The Nova Power Bank is a 2,000-megawatt battery storage facility taking shape in Menifee that will link renewable energy produced in off-peak windows with electric utilities in need of peak-hour juice.
Billed as one of the largest facilities of its kind in the nation, Nova, which broke ground in August at the site of what used to be a natural gas power plant, is expected to be finished in 2025. By then, Nova's roughly 2,000 batteries spread over 43 acres will store enough electricity to power 680,000 homes for up to four hours.
Power will cycle through Nova 24 hours a day as wind and solar energy, produced when it’s not needed, is stored and sent to utilities such as Southern California Edison that need that more electricity at other points of the day and night.
Electric way stations like Nova are important as California seeks more renewable energy sources, said Carl Blumenstein, director of the California Institute for Energy and Environment at UC Berkeley.
“It’s during the middle of the day when solar energy is very abundant, we have more than we need,” Blumenstein said. “It would be good to be able to store it and have it available, particularly for late in the afternoon as the sun is going down and production of solar is falling off.”
Menifee officials also welcome Nova.
“The Nova Power Bank will enhance energy reliability not only in our community but also across California,” Menifee Mayor Bill Zimmerman said in a news release about Nova. “This project will provide valuable trade jobs, many of which have been filled by our local workforce.”
Menifee, south of Riverside and midway between Long Beach and Palm Springs, also is home to one of nine U.S. Department of Energy pilot projects creating “microgrids” in new residential areas.
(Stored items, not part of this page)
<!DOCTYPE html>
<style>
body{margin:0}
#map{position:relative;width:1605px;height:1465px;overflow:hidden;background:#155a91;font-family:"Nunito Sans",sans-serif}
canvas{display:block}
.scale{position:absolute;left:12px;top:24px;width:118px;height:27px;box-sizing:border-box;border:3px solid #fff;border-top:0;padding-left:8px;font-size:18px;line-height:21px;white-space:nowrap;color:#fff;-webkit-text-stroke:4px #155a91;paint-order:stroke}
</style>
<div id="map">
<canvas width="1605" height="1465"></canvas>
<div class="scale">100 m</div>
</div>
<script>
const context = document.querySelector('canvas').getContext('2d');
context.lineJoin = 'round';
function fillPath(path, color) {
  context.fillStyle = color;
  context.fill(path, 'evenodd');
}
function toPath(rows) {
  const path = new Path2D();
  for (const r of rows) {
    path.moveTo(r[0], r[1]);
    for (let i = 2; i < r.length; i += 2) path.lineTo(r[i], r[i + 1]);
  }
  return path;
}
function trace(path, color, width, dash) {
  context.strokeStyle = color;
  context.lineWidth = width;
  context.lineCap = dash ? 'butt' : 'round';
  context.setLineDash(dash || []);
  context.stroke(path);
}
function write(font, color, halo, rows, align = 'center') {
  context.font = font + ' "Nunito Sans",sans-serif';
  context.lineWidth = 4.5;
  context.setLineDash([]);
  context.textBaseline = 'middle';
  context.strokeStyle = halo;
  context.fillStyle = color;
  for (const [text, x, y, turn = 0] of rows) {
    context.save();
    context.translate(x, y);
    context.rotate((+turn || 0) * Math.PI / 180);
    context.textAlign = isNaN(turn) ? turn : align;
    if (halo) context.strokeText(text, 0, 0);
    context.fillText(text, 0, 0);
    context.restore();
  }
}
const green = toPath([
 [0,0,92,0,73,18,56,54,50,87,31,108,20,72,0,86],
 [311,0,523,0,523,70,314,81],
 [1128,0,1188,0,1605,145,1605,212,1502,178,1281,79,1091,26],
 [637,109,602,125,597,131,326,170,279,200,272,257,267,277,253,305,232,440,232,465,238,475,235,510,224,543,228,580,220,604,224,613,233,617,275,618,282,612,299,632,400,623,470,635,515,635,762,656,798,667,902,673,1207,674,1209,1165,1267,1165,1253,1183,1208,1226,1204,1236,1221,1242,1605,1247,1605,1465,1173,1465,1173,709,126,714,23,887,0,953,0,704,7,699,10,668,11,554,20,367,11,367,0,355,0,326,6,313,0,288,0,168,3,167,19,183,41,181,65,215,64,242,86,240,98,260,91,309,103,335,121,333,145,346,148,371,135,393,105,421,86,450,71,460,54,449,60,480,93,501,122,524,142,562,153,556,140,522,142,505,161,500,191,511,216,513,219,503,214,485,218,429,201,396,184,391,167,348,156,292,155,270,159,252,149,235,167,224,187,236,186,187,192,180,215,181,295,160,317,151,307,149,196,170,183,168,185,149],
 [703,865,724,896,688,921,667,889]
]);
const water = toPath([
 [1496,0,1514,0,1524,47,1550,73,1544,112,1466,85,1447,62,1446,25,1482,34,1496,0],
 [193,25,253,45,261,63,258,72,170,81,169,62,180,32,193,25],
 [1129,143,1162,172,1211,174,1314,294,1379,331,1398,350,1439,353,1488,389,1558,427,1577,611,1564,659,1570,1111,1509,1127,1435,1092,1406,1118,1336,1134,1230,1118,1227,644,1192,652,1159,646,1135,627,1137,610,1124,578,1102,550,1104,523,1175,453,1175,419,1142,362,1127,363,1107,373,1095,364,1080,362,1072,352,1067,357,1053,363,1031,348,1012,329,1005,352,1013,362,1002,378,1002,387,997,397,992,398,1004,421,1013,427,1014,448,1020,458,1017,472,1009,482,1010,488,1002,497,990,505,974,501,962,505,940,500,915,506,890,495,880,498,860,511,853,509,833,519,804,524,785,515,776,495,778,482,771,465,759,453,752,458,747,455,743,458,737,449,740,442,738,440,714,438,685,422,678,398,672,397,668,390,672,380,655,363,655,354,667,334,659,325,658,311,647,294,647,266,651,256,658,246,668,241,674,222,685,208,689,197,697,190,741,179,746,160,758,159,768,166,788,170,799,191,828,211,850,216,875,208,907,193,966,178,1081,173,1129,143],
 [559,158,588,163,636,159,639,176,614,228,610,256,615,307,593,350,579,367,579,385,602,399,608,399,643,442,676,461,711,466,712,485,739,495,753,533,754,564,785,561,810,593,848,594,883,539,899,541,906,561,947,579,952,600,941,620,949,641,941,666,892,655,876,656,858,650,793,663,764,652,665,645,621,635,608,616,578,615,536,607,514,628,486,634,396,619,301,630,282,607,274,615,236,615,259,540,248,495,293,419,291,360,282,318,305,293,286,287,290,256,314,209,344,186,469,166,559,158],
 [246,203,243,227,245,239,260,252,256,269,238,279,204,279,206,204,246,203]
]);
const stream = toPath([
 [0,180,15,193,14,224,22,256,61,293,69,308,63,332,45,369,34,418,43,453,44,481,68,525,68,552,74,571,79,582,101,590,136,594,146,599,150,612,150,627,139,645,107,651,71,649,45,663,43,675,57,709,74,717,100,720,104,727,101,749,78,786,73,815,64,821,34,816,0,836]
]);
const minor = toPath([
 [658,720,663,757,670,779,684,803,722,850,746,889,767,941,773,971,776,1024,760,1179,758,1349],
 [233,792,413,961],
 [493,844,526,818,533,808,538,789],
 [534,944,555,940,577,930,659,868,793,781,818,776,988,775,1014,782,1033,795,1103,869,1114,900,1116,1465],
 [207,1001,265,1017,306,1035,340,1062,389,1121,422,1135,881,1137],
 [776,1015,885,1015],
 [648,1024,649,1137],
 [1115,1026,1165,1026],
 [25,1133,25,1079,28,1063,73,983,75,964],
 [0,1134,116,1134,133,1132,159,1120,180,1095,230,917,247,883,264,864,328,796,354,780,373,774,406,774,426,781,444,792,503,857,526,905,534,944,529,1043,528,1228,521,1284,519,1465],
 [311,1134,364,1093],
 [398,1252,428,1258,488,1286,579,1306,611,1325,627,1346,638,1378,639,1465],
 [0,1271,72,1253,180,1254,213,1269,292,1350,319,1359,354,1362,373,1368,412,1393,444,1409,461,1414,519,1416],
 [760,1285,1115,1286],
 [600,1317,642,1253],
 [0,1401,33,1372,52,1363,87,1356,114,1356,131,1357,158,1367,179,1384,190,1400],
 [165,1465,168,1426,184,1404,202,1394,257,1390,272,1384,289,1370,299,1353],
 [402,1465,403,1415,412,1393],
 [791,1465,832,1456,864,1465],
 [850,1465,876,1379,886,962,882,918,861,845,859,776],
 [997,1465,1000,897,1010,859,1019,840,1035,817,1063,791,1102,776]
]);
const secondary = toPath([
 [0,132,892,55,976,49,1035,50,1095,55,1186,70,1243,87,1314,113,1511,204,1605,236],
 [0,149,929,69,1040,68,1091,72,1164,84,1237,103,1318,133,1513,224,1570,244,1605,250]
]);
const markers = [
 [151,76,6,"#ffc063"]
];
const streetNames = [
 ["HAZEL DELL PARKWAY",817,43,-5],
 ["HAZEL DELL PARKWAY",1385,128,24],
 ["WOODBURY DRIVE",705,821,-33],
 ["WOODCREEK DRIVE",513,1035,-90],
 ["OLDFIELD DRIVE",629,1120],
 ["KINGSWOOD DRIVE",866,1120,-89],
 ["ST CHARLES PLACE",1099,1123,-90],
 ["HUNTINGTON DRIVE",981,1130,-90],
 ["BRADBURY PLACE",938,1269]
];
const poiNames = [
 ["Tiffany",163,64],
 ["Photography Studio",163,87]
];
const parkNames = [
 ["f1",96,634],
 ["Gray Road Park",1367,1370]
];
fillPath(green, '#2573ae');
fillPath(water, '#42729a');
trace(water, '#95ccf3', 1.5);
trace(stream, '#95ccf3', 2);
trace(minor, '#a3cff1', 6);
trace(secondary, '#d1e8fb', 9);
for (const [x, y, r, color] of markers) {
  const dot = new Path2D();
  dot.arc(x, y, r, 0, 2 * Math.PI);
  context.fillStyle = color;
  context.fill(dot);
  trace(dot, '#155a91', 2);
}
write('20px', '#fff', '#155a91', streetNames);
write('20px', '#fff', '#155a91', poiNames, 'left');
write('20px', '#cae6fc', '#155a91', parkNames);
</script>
The Oak Shade and Durango developments share data and electricity in a network of backup batteries, with a 2.3-megawatt “community battery” supplementing each home’s power supply.
Nova will be used by Edison, Redwood-based Peninsula Clean Energy and San Diego Gas & Electric, according to the release.
Battery storage is key to the state’s goal of having 100 percent clean energy by 2045. Last week, Gov. Gavin Newsom announced that California has reached 10,379 megawatts of battery storage — a 1,248 percent increase from 770 megawatts in 2019.
Calpine, a Fortune 500 company headquartered in Houston that bills itself as the nation's largest generator of electricity from natural gas and geothermal sources, is building Nova off Antelope Road near the 215 Freeway.
The company also owns a Santa Ana energy storage facility with enough batteries to power 12,000 homes during peak demand periods.
Construction workers at the Nova site last week dug holes and tested batteries housed in rows of white containers resembling storage units. The containers’ insides looked like an IT server farm with wires, switches and warning signs. Electricity audibly crackled through 500,000-volt overhead lines connecting Nova to Edison’s power grid.
When demand for power is low, Nova will take electrons off the grid and convert them from 500,000 volts to 34,000 volts, said Robert Stuart, Calpine construction project manager. From there, the electricity is converted from AC power to DC power and stored in the batteries. When it’s needed, the process reverses and the power goes from DC to AC before flowing from 34,000 volts back to 500,000 volts on the way back to the grid.
What goes to Nova won’t stay there very long.
“When it’s up and operational, (Nova) will charge and discharge every single day,” Stuart said. “It will charge during the day and, as we get closer to the twilight hours, it will start discharging into the night. And then the same cycle will happen every single day.”
Calpine is building Nova in Menifee in part because of leftover infrastructure from the natural gas plant that operated for 11 years before closing in 2019.
“The technology was such ... that to start those and turn those on and off, it was just a robust process (and) cumbersome,” Stuart said. Nova, he said, is better able to respond to the grid’s need for more power at a moment’s notice, rather than a natural gas plant that takes longer to ramp up.
“What you have is a few exhaust fans, a few cooling fans, (an HVAC) system. But there isn’t a huge noise output for this,” he said. “For all intents and purposes, it kind of hums along at a very quiet rate and it’s set inside the facility in such a way ... you wouldn’t be able to hear it outside of the plant facility.”
A staff of 12 to 13, working round the clock in shifts of two, will monitor Nova at an on-site control center. In case of an emergency, “the complete system can be shut off (with the) click of a mouse,” Stuart said.
Smoke, heat and gas sensors are in every container and will be monitored 24/7, Stuart said, adding that the site will be secured by a series of cameras and lights around the perimeter as well as a fence and a block wall.